Let $(\Omega,\mathcal{F},\mu)$ be a measure space and $f,g:\Omega\to[0,\infty]$ be two non-negative measurable functions. If $\forall A\in\mathcal{F}: \int_A fd\mu\geq \int_A gd\mu$, can we conclude $f\geq g \, \mu-$a.e.?
I know that in case $f,g:\Omega\to\mathbb{R}$ and $f,g\in L^1(\mu)$ the result holds, since $\infty-\infty$ does not happen and the theorem becomes equivalent to $\forall A\in\mathcal{F}: \int_A f-gd\mu\geq0\implies f-g\geq0\, \mu-$a.e., which I know the proof.
Is this still true without $L^1$ assumption for non-negative measurable functions, where integral can become $+\infty$ and how can I prove that?

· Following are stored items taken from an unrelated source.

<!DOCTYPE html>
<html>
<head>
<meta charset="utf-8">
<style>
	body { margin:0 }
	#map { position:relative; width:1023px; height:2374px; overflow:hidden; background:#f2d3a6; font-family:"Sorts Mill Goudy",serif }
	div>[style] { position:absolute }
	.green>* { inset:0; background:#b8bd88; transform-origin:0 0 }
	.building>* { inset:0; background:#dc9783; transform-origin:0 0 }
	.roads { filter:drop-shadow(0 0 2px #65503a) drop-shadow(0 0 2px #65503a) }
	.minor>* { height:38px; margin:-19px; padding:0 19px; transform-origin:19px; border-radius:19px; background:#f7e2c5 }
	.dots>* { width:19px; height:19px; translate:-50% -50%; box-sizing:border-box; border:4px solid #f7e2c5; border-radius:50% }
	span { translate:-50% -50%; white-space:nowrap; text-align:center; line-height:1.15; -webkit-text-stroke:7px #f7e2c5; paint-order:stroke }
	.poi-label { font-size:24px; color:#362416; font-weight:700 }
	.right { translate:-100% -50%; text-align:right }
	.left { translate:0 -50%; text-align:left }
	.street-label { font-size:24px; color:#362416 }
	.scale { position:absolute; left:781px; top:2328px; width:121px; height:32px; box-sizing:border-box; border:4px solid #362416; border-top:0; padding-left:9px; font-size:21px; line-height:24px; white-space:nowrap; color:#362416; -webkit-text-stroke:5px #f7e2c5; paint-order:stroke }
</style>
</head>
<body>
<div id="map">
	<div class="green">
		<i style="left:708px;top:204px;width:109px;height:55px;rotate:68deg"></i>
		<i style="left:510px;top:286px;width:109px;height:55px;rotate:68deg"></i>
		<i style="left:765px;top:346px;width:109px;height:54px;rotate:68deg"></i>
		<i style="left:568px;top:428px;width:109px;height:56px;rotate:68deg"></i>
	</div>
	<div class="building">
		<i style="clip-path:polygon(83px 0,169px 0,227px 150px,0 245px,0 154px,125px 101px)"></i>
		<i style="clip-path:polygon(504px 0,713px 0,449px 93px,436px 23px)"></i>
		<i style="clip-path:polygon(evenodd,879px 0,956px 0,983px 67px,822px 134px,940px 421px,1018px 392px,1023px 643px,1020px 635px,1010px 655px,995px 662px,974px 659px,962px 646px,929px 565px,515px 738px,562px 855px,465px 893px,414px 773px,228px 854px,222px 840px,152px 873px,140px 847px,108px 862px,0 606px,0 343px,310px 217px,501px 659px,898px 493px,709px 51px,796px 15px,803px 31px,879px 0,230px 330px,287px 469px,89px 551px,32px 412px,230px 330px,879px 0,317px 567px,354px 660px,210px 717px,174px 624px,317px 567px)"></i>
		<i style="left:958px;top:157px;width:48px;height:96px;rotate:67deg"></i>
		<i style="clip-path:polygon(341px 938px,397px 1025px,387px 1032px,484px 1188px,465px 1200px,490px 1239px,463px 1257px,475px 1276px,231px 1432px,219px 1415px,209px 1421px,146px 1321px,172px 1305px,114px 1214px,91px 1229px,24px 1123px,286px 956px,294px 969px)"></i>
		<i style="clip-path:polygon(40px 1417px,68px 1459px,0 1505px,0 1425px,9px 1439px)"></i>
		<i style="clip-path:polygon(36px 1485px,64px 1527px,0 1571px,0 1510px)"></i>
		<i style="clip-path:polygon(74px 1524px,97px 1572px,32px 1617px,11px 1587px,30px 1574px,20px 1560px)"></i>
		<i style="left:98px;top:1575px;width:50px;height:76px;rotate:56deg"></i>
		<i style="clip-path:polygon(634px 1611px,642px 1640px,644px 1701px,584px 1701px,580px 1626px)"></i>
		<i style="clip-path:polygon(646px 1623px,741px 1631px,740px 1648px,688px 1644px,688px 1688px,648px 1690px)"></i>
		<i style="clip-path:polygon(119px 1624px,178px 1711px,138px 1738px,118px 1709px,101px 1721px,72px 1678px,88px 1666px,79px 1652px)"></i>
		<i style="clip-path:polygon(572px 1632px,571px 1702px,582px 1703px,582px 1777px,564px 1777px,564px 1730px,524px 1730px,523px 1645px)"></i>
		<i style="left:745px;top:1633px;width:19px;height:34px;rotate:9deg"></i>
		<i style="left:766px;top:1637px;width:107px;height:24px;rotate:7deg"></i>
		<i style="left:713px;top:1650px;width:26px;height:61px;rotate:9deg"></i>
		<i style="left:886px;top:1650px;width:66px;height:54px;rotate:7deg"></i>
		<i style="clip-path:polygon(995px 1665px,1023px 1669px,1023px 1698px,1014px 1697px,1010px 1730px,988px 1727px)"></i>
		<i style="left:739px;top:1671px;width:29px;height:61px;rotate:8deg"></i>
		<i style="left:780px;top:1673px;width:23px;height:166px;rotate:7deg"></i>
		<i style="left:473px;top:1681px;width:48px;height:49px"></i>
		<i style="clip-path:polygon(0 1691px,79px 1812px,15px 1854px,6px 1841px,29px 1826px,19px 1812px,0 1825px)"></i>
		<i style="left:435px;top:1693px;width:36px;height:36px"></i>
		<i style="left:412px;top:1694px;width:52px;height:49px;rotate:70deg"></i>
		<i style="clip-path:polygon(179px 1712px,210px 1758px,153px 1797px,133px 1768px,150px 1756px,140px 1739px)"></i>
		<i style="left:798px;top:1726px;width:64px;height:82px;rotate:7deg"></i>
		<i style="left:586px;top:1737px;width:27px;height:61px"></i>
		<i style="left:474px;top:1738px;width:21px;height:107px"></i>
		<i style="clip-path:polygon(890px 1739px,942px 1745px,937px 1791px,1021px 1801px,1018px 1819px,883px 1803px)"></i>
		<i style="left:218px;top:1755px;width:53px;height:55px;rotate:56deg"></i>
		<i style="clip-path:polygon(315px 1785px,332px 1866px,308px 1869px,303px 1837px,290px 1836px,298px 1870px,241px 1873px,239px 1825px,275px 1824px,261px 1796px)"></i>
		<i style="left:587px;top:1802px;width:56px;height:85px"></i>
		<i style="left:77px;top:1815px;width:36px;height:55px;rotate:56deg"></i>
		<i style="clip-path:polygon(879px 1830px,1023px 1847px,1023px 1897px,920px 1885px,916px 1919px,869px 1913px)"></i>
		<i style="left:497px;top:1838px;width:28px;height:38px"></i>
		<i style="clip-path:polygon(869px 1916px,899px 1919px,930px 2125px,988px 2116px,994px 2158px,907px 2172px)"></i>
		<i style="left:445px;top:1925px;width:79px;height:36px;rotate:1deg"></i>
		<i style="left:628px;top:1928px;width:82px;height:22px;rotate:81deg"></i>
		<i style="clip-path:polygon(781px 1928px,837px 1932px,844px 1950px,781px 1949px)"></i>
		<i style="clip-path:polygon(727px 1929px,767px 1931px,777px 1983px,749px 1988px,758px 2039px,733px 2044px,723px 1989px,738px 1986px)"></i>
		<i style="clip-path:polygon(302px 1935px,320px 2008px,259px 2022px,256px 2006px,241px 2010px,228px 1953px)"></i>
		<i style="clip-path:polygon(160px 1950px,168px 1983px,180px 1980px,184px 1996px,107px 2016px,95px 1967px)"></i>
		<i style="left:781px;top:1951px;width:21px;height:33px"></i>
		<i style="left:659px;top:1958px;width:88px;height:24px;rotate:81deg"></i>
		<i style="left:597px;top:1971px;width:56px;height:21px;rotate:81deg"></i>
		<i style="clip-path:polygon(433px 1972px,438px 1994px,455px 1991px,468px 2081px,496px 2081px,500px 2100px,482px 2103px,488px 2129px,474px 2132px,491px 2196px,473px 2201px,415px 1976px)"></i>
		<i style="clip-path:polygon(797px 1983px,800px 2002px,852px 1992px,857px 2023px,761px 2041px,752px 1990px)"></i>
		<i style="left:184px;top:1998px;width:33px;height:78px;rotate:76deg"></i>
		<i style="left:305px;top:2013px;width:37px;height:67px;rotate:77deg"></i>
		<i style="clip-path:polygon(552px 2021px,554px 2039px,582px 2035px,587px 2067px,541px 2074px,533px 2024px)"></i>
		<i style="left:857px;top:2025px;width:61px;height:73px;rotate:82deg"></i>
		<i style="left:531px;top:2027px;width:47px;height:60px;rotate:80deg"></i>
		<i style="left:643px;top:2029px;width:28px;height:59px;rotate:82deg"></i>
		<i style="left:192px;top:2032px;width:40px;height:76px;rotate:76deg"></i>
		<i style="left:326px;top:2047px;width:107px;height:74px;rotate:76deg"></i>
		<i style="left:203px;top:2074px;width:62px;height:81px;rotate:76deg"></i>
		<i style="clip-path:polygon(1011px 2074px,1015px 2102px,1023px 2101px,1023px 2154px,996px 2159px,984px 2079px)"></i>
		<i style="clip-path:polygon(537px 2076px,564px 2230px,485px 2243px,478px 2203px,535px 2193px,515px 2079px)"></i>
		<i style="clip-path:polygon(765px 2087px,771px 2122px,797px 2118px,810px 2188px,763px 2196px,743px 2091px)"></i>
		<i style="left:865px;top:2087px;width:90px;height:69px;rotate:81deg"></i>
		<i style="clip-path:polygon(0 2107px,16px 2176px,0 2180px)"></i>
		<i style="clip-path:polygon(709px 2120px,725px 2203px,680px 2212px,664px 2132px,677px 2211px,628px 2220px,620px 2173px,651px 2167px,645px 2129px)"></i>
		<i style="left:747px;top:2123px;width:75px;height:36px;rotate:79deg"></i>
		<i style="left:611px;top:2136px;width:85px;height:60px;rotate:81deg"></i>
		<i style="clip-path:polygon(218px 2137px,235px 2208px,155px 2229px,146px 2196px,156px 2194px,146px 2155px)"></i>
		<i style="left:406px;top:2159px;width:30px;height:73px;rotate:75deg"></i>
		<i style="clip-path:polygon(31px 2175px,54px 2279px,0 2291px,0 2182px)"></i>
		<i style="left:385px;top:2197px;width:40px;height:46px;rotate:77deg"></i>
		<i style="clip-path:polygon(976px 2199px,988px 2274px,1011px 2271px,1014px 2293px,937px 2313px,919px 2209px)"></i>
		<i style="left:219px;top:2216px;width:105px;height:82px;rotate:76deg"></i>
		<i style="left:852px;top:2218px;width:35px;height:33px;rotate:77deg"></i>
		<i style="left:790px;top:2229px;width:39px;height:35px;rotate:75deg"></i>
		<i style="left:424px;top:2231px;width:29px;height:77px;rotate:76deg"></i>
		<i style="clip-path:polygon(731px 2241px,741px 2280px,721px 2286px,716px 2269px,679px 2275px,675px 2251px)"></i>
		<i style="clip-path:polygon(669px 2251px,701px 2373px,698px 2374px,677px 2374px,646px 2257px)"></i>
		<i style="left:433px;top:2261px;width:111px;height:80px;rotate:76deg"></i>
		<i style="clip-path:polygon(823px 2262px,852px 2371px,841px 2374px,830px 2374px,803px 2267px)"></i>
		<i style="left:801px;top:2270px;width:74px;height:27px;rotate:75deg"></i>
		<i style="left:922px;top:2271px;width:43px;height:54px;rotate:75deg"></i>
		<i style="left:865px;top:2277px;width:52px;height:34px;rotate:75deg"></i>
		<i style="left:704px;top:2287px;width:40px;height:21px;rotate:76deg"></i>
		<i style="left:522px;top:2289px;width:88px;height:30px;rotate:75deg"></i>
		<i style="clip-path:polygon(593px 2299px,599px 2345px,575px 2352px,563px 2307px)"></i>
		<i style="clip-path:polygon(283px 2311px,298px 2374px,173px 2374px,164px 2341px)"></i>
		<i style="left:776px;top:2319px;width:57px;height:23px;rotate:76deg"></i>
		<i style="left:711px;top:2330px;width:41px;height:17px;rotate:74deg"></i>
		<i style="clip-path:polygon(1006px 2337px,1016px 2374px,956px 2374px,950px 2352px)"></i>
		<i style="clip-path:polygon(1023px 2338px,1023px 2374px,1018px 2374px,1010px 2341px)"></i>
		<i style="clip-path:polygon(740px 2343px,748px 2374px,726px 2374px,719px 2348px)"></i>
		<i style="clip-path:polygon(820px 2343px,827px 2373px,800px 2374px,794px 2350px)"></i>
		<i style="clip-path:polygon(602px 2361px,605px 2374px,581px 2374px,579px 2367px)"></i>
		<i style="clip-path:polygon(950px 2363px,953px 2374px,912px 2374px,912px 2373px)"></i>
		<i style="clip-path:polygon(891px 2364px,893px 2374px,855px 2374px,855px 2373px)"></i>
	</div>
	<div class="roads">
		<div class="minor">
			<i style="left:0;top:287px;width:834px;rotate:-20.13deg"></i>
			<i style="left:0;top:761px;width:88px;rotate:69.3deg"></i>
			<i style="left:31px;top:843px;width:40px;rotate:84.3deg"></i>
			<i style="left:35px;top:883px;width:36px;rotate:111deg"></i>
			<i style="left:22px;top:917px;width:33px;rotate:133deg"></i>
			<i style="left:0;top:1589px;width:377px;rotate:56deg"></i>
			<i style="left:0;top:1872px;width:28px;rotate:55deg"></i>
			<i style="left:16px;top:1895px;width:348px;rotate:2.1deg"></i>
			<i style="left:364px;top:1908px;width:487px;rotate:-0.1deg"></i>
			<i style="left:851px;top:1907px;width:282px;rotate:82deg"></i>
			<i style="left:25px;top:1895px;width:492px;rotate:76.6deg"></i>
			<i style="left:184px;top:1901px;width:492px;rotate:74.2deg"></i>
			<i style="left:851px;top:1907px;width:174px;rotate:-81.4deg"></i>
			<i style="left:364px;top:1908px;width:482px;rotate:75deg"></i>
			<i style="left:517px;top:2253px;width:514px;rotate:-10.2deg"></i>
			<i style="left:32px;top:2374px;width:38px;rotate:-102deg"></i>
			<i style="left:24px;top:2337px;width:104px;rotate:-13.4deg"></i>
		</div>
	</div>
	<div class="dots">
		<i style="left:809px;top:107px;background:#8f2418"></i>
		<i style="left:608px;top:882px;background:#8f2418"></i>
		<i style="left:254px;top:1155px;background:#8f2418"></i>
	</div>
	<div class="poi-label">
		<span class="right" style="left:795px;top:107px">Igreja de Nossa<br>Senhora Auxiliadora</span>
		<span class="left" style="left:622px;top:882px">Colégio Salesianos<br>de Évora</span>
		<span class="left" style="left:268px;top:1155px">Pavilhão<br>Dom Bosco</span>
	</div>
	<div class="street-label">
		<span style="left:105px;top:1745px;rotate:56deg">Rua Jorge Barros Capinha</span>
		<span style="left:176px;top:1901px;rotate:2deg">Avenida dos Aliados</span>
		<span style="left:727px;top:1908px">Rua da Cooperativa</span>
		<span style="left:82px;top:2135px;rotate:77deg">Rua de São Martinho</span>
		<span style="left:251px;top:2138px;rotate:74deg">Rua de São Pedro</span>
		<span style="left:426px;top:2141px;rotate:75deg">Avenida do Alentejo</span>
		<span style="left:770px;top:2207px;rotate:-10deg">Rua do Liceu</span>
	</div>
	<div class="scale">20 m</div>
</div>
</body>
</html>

Let $f,g$ be both non-negative measurable functions and define: $$ E_n=\{x: g(x)\geq f(x)+t_n\}, $$ where $t_n$ is a sequence of decreasing positive numbers converging to $0$ as $n\to\infty$. For this choice, we have: $$ \mu(E_n)=\int_{E_n}d\mu\leq \int_{E_n}\frac{g(x)-f(x)}{t_n}d\mu=\int_{E_n}\frac{g(x)}{t_n}d\mu-\int_{E_n}\frac{f(x)}{t_n}d\mu\leq 0, $$ where we used the linearity of integration. To see why the linearity of integration holds note that $g(x)-f(x)$ is non-negative over $E_n$ and so are $g$ and $f$. You can define $h_n=(g-f)1_{g-f\geq t_n}$ and do the steps with $h_n$.
Therefore $\mu(E_n)$ is zero and so is $\mu(\cup E_n)=0$, implying that: $$ \mu(\{x: g(x)> f(x)\})=0. $$